Lightweight, High-Performance Exploratory Data Analysis for Python

Generate comprehensive, self-contained HTML reports using proven streaming algorithms

Quick Start • Documentation • Examples • Why PySuricata?

✨ Features

🚀 True Streaming Architecture - Process TB datasets in bounded memory (O(1) space per column)
⚡ Lightning Fast - Single-pass O(n) algorithms, 15x faster than pandas-profiling
🎯 Mathematically Proven - Welford/Pébay for exact moments, KMV/Misra-Gries for guarantees
📦 Minimal Dependencies - Just pandas/polars (~10 MB installed)
📄 Portable Reports - Self-contained HTML with inline CSS/JS/images
🔄 Framework Flexible - Native pandas and polars support
🎲 Reproducible - Seeded sampling for deterministic results
⚙️ Highly Customizable - Extensive configuration without code changes

Quick Start

Installation

pip install pysuricata

Generate Your First Report

import pandas as pd
from pysuricata import profile

# Load data
df = pd.read_csv("your_data.csv")

# Generate report
report = profile(df)
report.save_html("report.html")

That's it!
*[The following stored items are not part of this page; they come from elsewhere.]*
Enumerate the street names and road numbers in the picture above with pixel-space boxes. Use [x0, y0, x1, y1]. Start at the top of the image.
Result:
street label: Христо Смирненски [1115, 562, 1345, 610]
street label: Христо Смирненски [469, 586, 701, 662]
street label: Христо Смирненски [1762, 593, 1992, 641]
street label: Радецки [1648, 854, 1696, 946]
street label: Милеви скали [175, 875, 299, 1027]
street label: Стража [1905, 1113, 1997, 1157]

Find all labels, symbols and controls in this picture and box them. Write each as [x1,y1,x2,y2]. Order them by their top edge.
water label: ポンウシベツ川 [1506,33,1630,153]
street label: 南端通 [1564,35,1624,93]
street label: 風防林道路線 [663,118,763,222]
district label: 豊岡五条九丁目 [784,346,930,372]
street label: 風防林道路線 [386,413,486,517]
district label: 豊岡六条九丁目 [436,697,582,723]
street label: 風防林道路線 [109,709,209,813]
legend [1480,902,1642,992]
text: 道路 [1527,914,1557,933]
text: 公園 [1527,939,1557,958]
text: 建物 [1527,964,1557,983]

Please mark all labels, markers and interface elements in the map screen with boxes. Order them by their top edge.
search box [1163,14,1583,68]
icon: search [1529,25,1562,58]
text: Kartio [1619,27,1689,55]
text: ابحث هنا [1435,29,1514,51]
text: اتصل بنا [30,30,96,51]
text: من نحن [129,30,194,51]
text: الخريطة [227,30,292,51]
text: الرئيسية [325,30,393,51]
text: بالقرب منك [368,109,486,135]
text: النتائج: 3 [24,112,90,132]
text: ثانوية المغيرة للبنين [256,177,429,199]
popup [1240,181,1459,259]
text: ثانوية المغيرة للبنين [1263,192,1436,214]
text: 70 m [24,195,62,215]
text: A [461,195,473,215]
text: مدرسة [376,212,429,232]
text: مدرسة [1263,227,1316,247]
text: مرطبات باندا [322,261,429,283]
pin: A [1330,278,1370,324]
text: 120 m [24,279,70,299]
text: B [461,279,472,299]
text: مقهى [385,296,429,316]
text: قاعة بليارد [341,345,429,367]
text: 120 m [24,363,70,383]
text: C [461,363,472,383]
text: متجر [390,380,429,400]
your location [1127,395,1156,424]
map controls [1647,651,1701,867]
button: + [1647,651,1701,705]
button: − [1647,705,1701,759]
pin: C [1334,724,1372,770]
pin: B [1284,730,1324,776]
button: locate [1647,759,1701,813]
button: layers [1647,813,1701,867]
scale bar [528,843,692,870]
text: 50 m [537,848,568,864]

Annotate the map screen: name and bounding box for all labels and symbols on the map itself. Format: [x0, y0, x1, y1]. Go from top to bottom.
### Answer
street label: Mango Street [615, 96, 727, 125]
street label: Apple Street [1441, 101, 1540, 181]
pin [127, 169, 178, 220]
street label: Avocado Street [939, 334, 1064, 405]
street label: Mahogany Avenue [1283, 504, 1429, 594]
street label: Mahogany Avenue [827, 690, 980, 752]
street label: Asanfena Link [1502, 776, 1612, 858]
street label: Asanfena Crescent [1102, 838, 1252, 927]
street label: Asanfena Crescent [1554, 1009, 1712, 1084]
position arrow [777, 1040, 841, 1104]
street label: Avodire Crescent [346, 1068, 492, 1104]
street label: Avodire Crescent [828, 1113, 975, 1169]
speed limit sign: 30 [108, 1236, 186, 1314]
Open report.html in your browser to see a comprehensive analysis.

Why PySuricata?

🆚 Comparison with Alternatives

Feature	PySuricata	pandas-profiling	sweetviz	pandas-eda
Memory model	🟢 Streaming (bounded)	🔴 In-memory (full)	🔴 In-memory	🔴 In-memory
Large datasets (>1GB)	✅ GB to TB	❌ RAM limited	❌ RAM limited	❌ RAM limited
Speed (1GB dataset)	🟢 15s	🔴 90s	🟡 75s	🟡 60s
Peak memory (1GB)	🟢 50 MB	🔴 1.2 GB	🔴 1.1 GB	🔴 1.0 GB
Dependencies	🟢 Minimal (~10 MB)	🔴 Heavy (100+ MB)	🟡 Medium (80 MB)	🟡 Medium
Report format	🟢 Single HTML	🟡 HTML + assets	🟡 HTML + assets	🟡 HTML + assets
Polars support	✅ Native	❌ No	❌ No	❌ No
Exact algorithms	✅ Welford/Pébay	⚠️ NumPy/SciPy	⚠️ NumPy/SciPy	⚠️ NumPy/SciPy
Reproducibility	✅ Seeded	⚠️ Partial	⚠️ Partial	❌ No

📊 Performance Benchmarks

Processing time (1M rows × 50 columns, mixed types):

PySuricata:       ████░░░░░░░░░░░░░░░░  15s
pandas-eda:       ████████████░░░░░░░░  60s
sweetviz:         ███████████████░░░░░  75s
pandas-profiling: ██████████████████░░  90s

Memory usage (1GB CSV file):

PySuricata:       ██░░░░░░░░░░░░░░░░░░  50 MB
pandas-eda:       ████████████████████  1.0 GB
sweetviz:         █████████████████████ 1.1 GB
pandas-profiling: ██████████████████████ 1.2 GB

🎯 What's in a Report?

PySuricata generates comprehensive reports with:

Dataset Overview

Rows, columns, memory usage
Missing values summary
Duplicate rows estimate
Processing time and throughput

Variable Analysis (4 types)

📊 Numeric: Mean, variance, skewness, kurtosis, quantiles, histograms, outliers, correlations
📝 Categorical: Top values, distinct count, entropy, Gini, string statistics
📅 DateTime: Temporal range, hour/day/month distributions, monotonicity, timeline charts
✓ Boolean: True/false ratios, entropy, balance scores, imbalance detection

Advanced Analytics

Streaming correlations (Pearson r)
Missing value patterns per chunk
Data quality metrics
Outlier detection (IQR, MAD, z-score)

All statistics computed using mathematically proven algorithms with error bounds.

📚 Examples

Small Dataset (In-Memory)

import pandas as pd
from pysuricata import profile

# Load Iris dataset
url = "https://raw.githubusercontent.com/mwaskom/seaborn-data/master/iris.csv"
df = pd.read_csv(url)

# Generate report
report = profile(df)
report.save_html("iris_report.html")

Large Dataset (Streaming)

Process datasets larger than RAM with constant memory usage:

from pysuricata import profile, ReportConfig
import pandas as pd

def read_large_dataset():
    """Generator yielding chunks"""
    for i in range(100):
        yield pd.read_parquet(f"data/part-{i}.parquet")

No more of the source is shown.